# Lucid Dreaming > Attaining Lucidity > Induction Techniques >  >  how to focus during lucid dream mild mantra?

## kamenriderbaron

when I repeat my mantra at night, my mind wanders and I end up not really focusing on my mantra and I believe this is the reason why I do not end up becoming lucid when I try mild, how can I focus on my mantra and not let my mind wander

----------


## MisakaMikoto

Hi,

You can try some relaxation or meditation techniques to calm your mind and be at ease when focusing on single thought.
Aswell you can try various other things:
- Increase amount of focus you put on mantra
- Count to 100 while keeping whole focus on counting and then try mantra (I think it is some kind of relaxation technique.)
- Practice focus during daytime (It will become easier to focus when you will have behind you solid or non-solid yet consistent practice of focusing  :Cheeky: )
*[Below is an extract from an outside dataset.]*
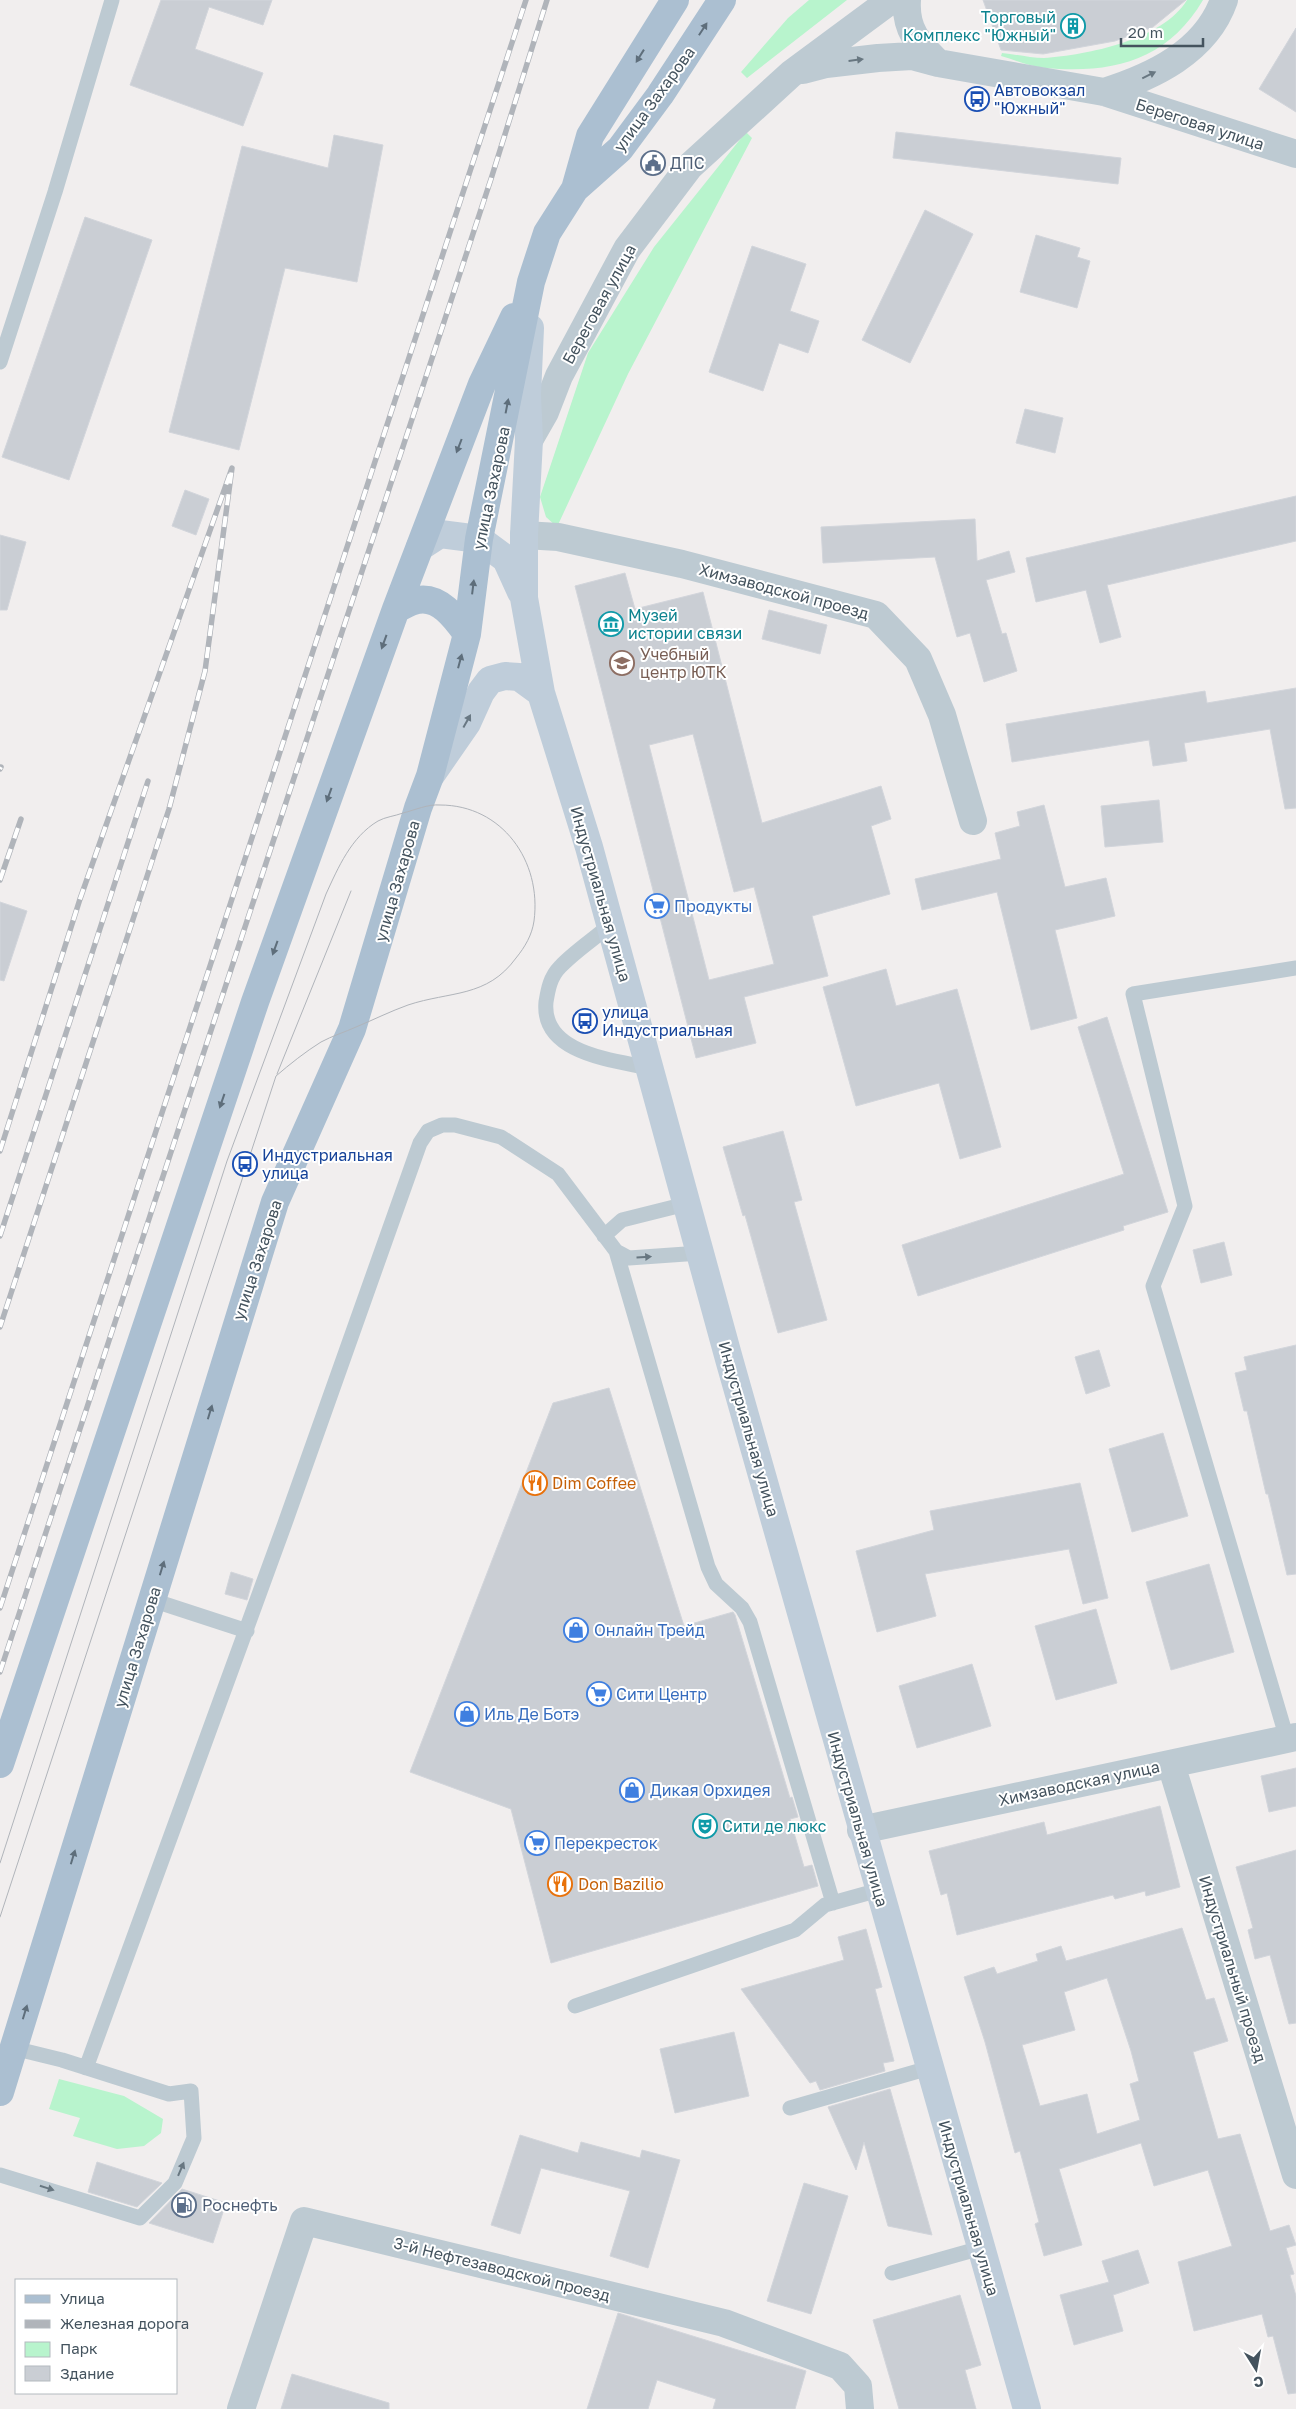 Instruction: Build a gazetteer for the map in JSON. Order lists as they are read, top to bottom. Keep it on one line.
{"streets":{"main road":["улица Захарова","Индустриальная улица"],"street":["Береговая улица","Химзаводской проезд","Химзаводская улица","Индустриальный проезд","3-й Нефтезаводской проезд"]},"crossings":[["улица Захарова","Индустриальная улица"],["Береговая улица","Индустриальная улица"],["Химзаводской проезд","Индустриальная улица"],["Индустриальная улица","Химзаводская улица"],["Химзаводская улица","Индустриальный проезд"]],"places":{"building":["Торговый Комплекс \"Южный\""],"bus stop":["Автовокзал \"Южный\"","улица Индустриальная","Индустриальная улица"],"public building":["ДПС"],"museum":["Музей истории связи"],"school or university":["Учебный центр ЮТК"],"supermarket":["Продукты","Сити Центр","Перекресток"],"restaurant":["Dim Coffee","Don Bazilio"],"shop":["Онлайн Трейд","Иль Де Ботэ","Дикая Орхидея"],"theatre":["Сити де люкс"],"fuel station":["Роснефть"]},"legend":["Улица","Железная дорога","Парк","Здание"],"scale_bar":"20 m","north":"bottom"}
Also remember about a few other things that MILD Technique includes: Having confidence in technique, being consistent with practices, being mindful of meaning of the words said in mantra, mindfulness when saying out (Mindfulness aka don't make saying out mantra kinda automatic) and positive attitude.
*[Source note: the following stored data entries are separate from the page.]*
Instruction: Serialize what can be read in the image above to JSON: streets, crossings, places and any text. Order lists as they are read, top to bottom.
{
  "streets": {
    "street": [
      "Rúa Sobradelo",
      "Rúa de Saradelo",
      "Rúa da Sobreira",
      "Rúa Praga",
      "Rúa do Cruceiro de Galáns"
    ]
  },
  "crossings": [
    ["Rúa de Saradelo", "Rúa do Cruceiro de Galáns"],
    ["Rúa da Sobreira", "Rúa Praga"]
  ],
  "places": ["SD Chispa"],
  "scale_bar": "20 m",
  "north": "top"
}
I suggest you reading up this tutorial:
http://www.dreamviews.com/attaining-...technique.html

----------


## kamenriderbaron

how can you really focus during the mantra?

----------


## Bobblehat

I think SLaB said the main thing was that your intent is strong. Or was that someone on here? Oh well. I think the important thing is that the intention is there and you really mean it rather than saying a mantra five million times like an automaton.

----------